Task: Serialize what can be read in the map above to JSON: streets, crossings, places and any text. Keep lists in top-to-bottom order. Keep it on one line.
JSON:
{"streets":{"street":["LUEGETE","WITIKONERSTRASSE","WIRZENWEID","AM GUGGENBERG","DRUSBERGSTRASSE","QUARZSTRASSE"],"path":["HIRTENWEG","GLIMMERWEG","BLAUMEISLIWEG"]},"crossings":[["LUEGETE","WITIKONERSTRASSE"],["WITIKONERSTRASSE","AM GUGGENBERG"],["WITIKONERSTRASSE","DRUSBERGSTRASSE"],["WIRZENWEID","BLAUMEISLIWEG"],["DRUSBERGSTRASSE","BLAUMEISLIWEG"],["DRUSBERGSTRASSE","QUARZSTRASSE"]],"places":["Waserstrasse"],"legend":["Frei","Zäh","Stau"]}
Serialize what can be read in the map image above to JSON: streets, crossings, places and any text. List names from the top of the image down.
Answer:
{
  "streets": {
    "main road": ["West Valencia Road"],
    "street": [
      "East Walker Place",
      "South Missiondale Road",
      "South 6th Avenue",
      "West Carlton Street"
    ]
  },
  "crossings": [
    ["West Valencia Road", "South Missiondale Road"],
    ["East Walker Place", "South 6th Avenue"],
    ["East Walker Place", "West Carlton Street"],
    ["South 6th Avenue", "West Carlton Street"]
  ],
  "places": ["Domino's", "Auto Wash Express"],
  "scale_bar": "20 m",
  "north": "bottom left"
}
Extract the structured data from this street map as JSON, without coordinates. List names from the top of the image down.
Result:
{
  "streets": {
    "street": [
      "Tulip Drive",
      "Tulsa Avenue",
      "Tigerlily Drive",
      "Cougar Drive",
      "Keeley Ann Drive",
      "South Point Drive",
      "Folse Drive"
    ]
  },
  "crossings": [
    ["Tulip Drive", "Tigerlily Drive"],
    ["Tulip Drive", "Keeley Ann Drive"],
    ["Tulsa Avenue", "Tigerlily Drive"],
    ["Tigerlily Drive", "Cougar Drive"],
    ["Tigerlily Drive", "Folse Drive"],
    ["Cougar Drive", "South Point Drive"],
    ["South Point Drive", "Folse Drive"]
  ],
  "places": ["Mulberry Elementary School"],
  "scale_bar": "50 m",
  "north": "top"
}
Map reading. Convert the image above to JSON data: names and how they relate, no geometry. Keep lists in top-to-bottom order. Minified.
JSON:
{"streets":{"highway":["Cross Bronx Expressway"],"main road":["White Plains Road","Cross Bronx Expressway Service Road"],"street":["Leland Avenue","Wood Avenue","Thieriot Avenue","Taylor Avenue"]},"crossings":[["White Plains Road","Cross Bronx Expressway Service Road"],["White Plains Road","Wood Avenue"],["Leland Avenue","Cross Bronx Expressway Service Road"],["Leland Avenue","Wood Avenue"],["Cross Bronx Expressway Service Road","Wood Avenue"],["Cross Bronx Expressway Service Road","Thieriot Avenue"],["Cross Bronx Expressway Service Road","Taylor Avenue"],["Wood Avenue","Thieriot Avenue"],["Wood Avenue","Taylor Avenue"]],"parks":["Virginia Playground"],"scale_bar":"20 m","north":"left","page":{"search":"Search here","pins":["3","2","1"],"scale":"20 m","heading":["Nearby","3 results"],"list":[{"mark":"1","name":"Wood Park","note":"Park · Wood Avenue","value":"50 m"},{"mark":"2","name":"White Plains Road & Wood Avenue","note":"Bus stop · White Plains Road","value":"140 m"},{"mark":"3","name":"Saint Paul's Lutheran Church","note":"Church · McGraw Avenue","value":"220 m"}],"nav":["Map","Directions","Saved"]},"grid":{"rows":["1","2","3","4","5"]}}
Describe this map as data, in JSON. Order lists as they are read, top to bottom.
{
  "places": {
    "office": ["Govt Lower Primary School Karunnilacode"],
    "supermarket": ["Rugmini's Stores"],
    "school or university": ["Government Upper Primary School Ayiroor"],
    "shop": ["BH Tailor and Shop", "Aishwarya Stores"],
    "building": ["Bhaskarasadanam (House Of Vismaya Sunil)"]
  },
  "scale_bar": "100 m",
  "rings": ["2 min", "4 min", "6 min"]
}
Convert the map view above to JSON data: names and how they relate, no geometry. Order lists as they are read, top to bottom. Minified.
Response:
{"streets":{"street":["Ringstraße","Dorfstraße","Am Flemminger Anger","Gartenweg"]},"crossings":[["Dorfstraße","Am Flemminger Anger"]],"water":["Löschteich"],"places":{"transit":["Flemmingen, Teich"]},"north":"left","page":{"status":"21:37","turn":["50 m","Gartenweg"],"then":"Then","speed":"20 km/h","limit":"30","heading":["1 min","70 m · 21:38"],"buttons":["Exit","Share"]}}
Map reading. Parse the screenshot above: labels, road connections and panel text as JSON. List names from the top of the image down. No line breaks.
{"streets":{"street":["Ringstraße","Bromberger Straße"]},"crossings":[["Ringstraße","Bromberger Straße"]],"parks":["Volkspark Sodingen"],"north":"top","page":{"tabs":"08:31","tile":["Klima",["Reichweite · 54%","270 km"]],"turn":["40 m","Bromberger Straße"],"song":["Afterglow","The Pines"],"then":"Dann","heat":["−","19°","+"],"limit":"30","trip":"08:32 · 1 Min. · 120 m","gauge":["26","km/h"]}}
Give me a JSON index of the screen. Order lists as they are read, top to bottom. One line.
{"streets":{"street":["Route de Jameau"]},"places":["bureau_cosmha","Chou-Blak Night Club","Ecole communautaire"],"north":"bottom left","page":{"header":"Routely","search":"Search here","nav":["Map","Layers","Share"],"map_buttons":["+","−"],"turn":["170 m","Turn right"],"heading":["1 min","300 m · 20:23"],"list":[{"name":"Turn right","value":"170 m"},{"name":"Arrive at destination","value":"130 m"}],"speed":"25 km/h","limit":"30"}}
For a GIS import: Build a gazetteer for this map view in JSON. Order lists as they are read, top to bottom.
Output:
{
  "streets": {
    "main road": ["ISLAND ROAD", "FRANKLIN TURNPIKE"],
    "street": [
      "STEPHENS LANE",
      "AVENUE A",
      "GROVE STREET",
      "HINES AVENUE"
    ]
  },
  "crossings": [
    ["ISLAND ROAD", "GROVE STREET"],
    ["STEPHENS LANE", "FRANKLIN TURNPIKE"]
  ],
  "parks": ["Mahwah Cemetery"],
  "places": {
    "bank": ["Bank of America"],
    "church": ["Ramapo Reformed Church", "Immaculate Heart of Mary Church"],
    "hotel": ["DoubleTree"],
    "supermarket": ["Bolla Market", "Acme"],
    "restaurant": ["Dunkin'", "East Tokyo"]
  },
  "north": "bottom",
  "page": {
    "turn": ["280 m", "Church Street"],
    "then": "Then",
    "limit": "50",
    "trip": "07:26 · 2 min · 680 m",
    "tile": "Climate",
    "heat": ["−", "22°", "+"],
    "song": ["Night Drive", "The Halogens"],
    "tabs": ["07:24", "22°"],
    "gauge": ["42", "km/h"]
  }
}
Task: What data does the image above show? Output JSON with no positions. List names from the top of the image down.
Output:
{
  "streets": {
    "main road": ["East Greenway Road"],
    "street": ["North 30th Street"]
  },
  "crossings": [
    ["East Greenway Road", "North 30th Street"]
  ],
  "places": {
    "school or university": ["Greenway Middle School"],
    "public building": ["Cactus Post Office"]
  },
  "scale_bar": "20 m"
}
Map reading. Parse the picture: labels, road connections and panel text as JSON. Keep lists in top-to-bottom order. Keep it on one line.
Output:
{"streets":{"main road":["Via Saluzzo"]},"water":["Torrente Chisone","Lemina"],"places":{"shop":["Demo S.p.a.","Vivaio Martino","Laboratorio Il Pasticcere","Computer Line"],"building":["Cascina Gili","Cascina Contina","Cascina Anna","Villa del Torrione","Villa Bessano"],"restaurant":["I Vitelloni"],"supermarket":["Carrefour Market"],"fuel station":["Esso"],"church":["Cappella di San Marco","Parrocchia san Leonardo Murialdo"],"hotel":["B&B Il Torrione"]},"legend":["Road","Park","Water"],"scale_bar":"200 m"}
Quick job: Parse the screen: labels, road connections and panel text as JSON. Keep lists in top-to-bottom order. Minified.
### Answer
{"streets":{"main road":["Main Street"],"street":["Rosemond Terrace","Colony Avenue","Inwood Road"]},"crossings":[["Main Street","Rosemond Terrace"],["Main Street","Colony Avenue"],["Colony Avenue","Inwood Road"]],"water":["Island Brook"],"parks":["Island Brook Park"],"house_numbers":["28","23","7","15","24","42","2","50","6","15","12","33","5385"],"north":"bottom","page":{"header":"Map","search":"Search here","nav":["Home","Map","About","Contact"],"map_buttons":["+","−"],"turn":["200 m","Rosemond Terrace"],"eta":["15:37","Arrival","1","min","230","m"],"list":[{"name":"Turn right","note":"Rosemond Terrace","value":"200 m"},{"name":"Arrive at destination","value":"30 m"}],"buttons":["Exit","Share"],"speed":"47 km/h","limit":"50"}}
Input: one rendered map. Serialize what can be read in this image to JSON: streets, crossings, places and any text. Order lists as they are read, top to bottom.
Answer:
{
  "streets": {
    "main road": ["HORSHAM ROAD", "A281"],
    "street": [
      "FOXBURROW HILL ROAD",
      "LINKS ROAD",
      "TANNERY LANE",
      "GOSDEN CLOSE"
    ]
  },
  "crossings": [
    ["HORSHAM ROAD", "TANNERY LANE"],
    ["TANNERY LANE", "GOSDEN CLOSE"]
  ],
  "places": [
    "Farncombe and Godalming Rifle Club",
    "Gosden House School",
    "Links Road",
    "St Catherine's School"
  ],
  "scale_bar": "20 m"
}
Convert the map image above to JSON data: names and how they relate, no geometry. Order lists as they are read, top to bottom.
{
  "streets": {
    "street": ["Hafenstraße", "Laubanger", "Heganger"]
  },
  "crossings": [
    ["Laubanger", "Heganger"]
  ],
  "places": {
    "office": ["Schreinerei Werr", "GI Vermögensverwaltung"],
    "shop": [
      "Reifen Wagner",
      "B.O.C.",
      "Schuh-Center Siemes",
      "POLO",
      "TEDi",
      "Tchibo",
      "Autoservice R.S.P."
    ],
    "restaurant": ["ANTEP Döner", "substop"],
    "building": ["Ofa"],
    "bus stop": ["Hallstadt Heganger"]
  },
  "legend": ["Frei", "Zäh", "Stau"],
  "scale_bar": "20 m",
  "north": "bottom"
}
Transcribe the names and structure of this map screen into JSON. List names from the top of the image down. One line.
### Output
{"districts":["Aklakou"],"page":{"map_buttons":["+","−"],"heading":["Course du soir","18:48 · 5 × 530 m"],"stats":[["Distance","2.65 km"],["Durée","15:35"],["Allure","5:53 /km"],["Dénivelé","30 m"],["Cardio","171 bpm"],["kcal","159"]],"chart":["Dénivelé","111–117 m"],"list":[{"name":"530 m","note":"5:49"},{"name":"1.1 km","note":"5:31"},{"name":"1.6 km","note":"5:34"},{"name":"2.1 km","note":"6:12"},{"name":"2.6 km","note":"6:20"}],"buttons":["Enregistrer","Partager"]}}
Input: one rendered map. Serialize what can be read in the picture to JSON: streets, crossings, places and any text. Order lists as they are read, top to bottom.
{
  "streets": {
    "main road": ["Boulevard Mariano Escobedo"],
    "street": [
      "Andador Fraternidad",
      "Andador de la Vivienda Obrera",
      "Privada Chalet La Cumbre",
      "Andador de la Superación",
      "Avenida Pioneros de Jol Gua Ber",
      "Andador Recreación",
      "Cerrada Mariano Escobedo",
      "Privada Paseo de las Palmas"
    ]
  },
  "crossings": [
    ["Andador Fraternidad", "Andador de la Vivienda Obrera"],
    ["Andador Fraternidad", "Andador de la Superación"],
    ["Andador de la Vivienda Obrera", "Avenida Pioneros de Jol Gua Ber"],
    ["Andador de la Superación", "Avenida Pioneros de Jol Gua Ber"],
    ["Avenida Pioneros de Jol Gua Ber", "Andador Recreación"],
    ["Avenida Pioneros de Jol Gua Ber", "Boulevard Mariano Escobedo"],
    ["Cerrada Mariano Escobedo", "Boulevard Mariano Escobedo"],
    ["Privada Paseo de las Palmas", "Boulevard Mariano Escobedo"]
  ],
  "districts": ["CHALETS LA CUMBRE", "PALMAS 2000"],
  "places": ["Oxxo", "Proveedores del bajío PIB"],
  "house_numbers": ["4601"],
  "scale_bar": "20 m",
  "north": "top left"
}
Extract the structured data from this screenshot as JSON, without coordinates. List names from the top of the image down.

▶ **Description of the task**: Search the data above for the word "Keep" and show every line that has it.

▶ **Answer section**:
Task: Serialize what can be read in the map above to JSON: streets, crossings, places and any text. Keep lists in top-to-bottom order. Keep it on one line.
Map reading. Convert the image above to JSON data: names and how they relate, no geometry. Keep lists in top-to-bottom order. Minified.
Map reading. Parse the picture: labels, road connections and panel text as JSON. Keep lists in top-to-bottom order. Keep it on one line.
Quick job: Parse the screen: labels, road connections and panel text as JSON. Keep lists in top-to-bottom order. Minified.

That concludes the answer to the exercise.